Membership in a guild could be taken up in one of three ways: by completing a seven year apprenticeship, by patrimony (if one's father was a member of the company), or by redemption (payment of a fee). None of these routes of entry ensured that the member would actually practice the company's trade. Owing to the Custom of London, members of London guilds could practise any trade in the City. Consequently, even though a completed apprenticeship remained the most common route to membership, guilds often included numerous members who did not actually practice the relevant trade. The ratio of members practising the craft to others varied from guild to guild, with the less prestigious guilds such as the Carpenters' Company having a larger number of practicing craft members. Other companies, such as the Grocers', Fishmongers', and Goldsmiths', had many fewer practising members, and, owing to the high cost of admission, became "little more than gentleman's clubs".1

John Cuff, master spectacle maker, is depicted sitting at his bench with an assistant standing behind him, surrounded by the tools of his trade John Cuff, Master of the Worshipful Company of Spectacle Makers. By Johann Zoffany, 1772. © The Royal Collection.

Most guilds were composed of men from a mixture of social backgrounds. Apprentices were almost invariably young and came from both relatively poor and wealthy homes.

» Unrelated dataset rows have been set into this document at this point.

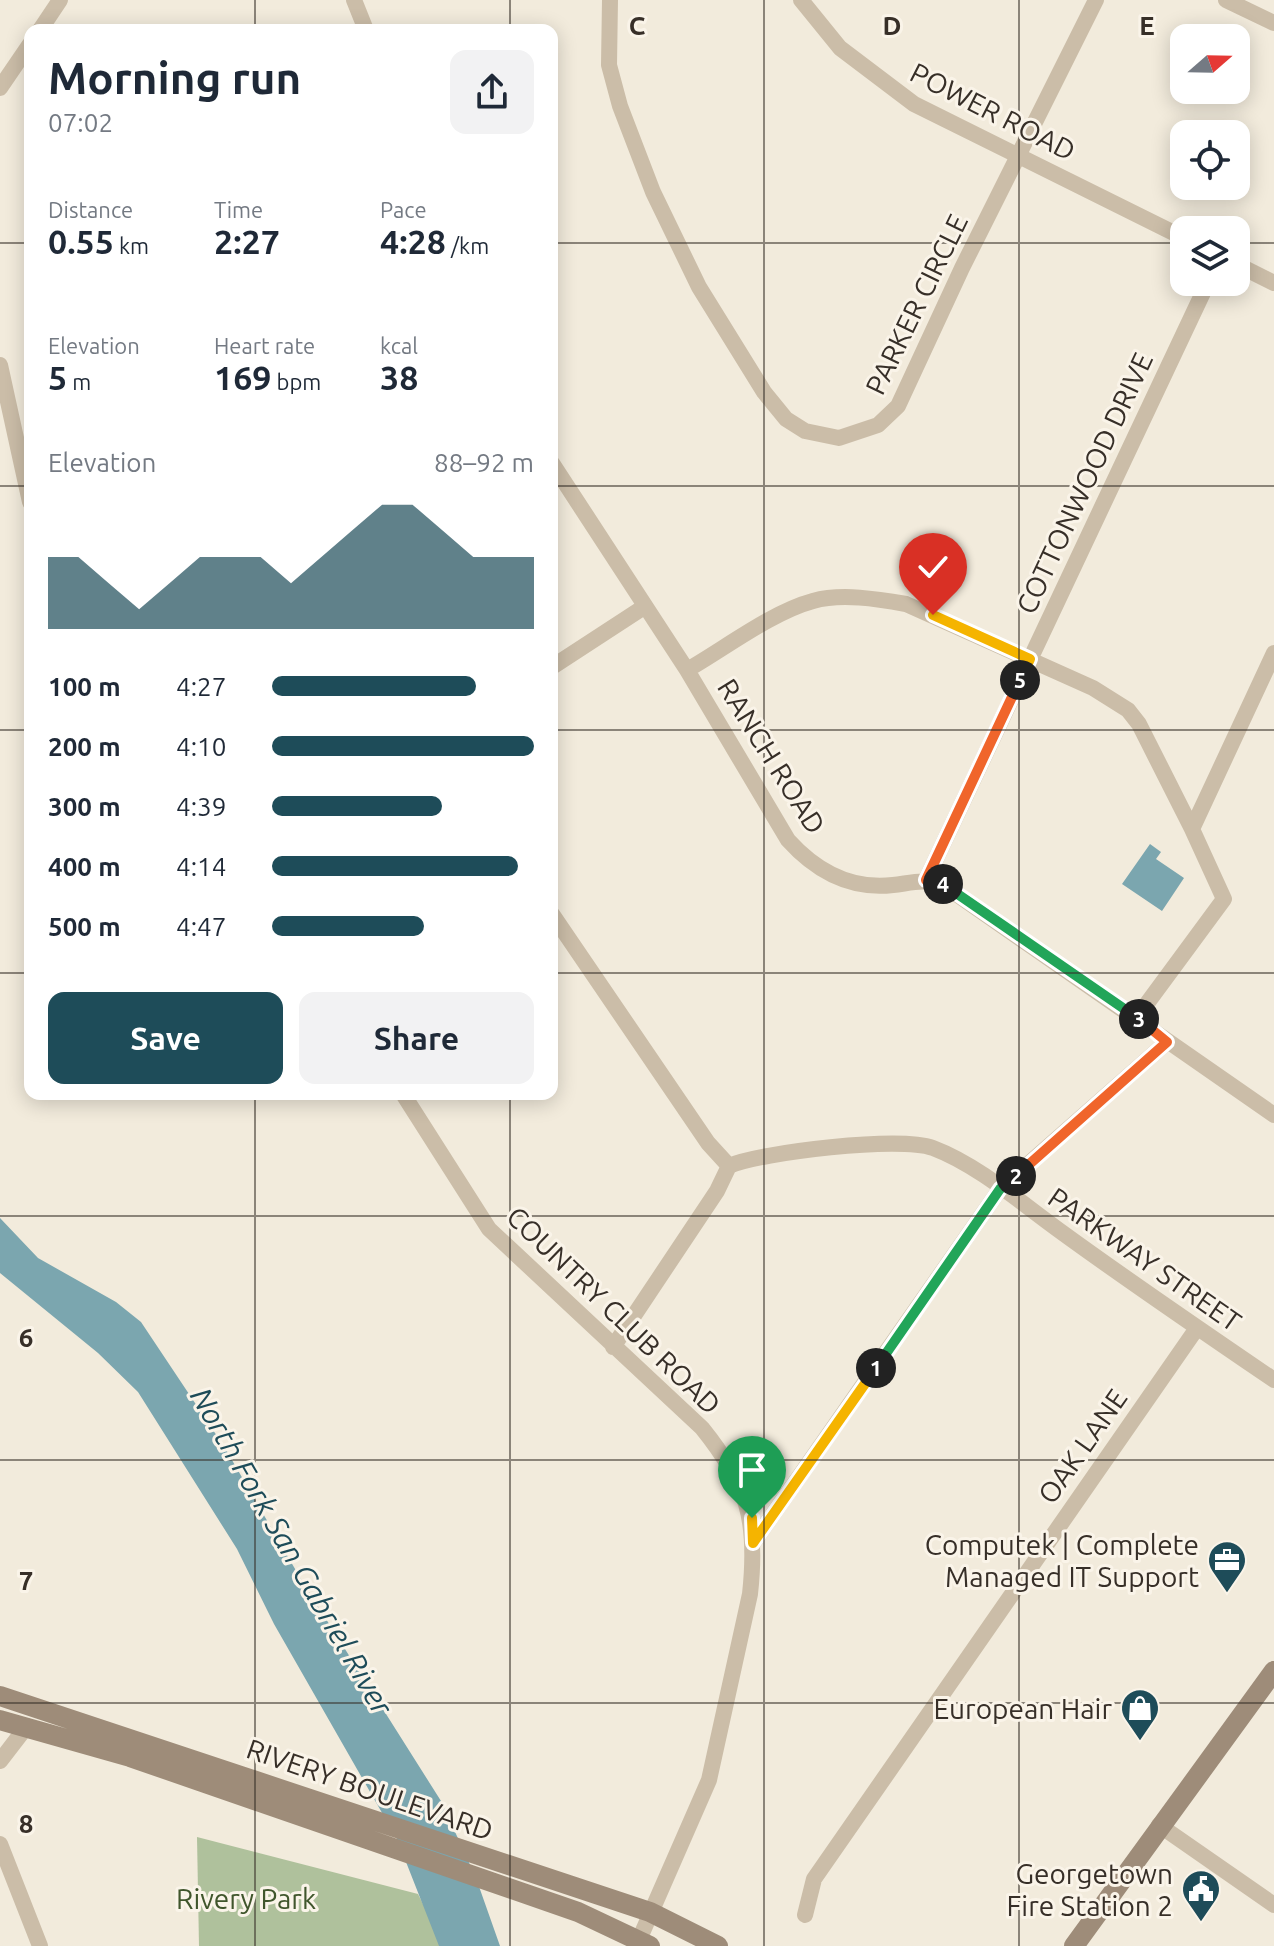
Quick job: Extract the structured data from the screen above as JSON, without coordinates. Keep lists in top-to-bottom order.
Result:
{
  "streets": {
    "street": [
      "POWER ROAD",
      "PARKER CIRCLE",
      "COTTONWOOD DRIVE",
      "RANCH ROAD",
      "PARKWAY STREET",
      "COUNTRY CLUB ROAD",
      "OAK LANE",
      "RIVERY BOULEVARD"
    ]
  },
  "crossings": [
    ["POWER ROAD", "PARKER CIRCLE"],
    ["COTTONWOOD DRIVE", "RANCH ROAD"],
    ["PARKWAY STREET", "OAK LANE"],
    ["COUNTRY CLUB ROAD", "RIVERY BOULEVARD"]
  ],
  "water": ["North Fork San Gabriel River"],
  "parks": ["Rivery Park"],
  "places": {
    "office": ["Computek | Complete Managed IT Support"],
    "shop": ["European Hair"],
    "public building": ["Georgetown Fire Station 2"]
  },
  "north": "right",
  "page": {
    "heading": ["Morning run", "07:02"],
    "stats": [
      ["Distance", "0.55 km"],
      ["Time", "2:27"],
      ["Pace", "4:28 /km"],
      ["Elevation", "5 m"],
      ["Heart rate", "169 bpm"],
      ["kcal", "38"]
    ],
    "chart": ["Elevation", "88–92 m"],
    "list": [
      {
        "name": "100 m",
        "note": "4:27"
      },
      {
        "name": "200 m",
        "note": "4:10"
      },
      {
        "name": "300 m",
        "note": "4:39"
      },
      {
        "name": "400 m",
        "note": "4:14"
      },
      {
        "name": "500 m",
        "note": "4:47"
      }
    ],
    "pins": [
      "5",
      "4",
      "3",
      "2",
      "1"
    ],
    "buttons": ["Save", "Share"]
  },
  "grid": {
    "columns": ["C", "D", "E"],
    "rows": ["6", "7", "8"]
  }
}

Journeymen, craftsmen who had finished their apprenticeship but had not set up an independent business, were relatively poorly paid. Master craftsmen ran anything from a small one-man workshop to a thriving business with several apprentices, journeymen, and partners in other trades. By the eighteenth century most guilds did not include women, though sometimes widows who took over their husbands' businesses became members by default, and took over the training of their husbands'apprentices. Even in this instance, women were excluded from participation in company business.

Guilds were normally governed by a master, two wardens, and a Court of Assistants, which set policies, oversaw the administration of company properties, and governed the distribution of charitable funds.

Apprenticeship

As is evident from the experience of the Carpenters' Company, the traditional seven year apprenticeship, in which a teenage boy (or more rarely, girl) was indentured to a master in order to learn a trade, continued to be important in the eighteenth century. Not only did apprenticeship provide an attractive means of delivering vocational training and securing a child's future, but it remained an important facet of the process of leaving home and becoming socialised into adulthood.

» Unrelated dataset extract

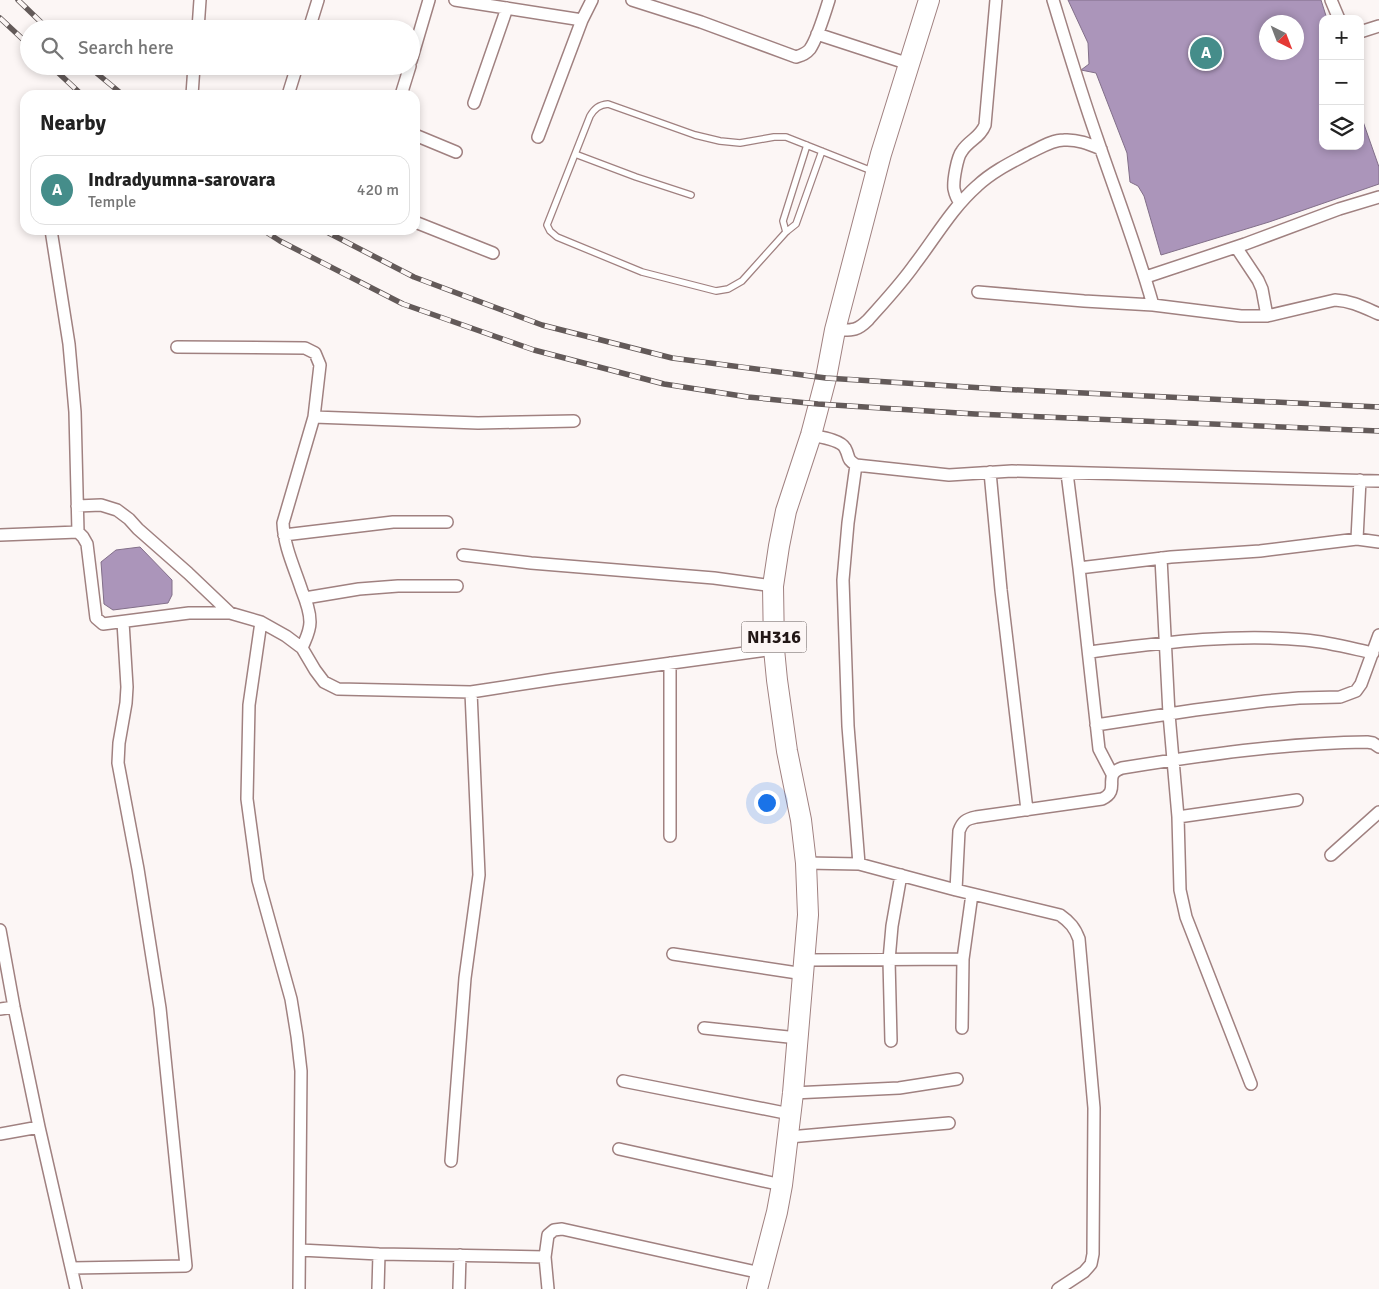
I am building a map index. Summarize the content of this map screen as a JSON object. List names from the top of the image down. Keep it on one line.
{"streets":{"highway":["NH316"]},"north":"bottom right","page":{"map_buttons":["+","−"],"search":"Search here","pins":"A","heading":"Nearby","list":[{"mark":"A","name":"Indradyumna-sarovara","note":"Temple","value":"420 m"}]}}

Nonetheless, the number of guild apprentices stagnated in London and the social background of apprentices narrowed. Since guilds gradually lost control over entry into their craft, work was increasingly available to those who had not served an apprenticeship. Many families chose not to pay the expensive premiums; between 1715 and 1718, the average premium demanded in London was £28. Consequently, apprenticeship was increasingly restricted to boys from prosperous backgrounds, who were indentured to the more prestigious companies and professions (architects, attorneys, surgeons).2

At the other extreme, apprenticeship continued to be used by parishes as a means of training pauper children. Children from respectable households might also be bound as Bridewell apprentices; but boys from lower-class backgrounds who were not paupers were increasingly unlikely to become apprentices. Girls did not enter Bridewell apprenticeships, and were very rarely guild apprentices, but they did serve as parish apprentices, almost exclusively to the trade of housewifery.

An English pear-shaped teapot in silver, with a wooden handle An English pear-shaped teapot with London hallmarks for 1713-14, and a maker's mark for Thomas Folkingham. © Victoria and Albert Museum.

Apprenticeships registered with the guilds were regulated by them. Guilds enrolled the indentures, mediated complaints, and registered those who completed their apprenticeships as freemen. Due to their declining powers, however, guilds lost the ability to regulate the number of apprentices a master could supervise, fundamentally undermining their ability to police the behaviour of masters. Apprentices who claimed they were mistreated or abandoned by their masters, as well as masters who complained that their apprentices misbehaved, could also take their complaints to a Justices of the Peace as an alternative to the guild. The Justice might mediate the dispute informally, bind one of the parties over to appear at the sessions of the peace, or commit the apprentice to a house of correction.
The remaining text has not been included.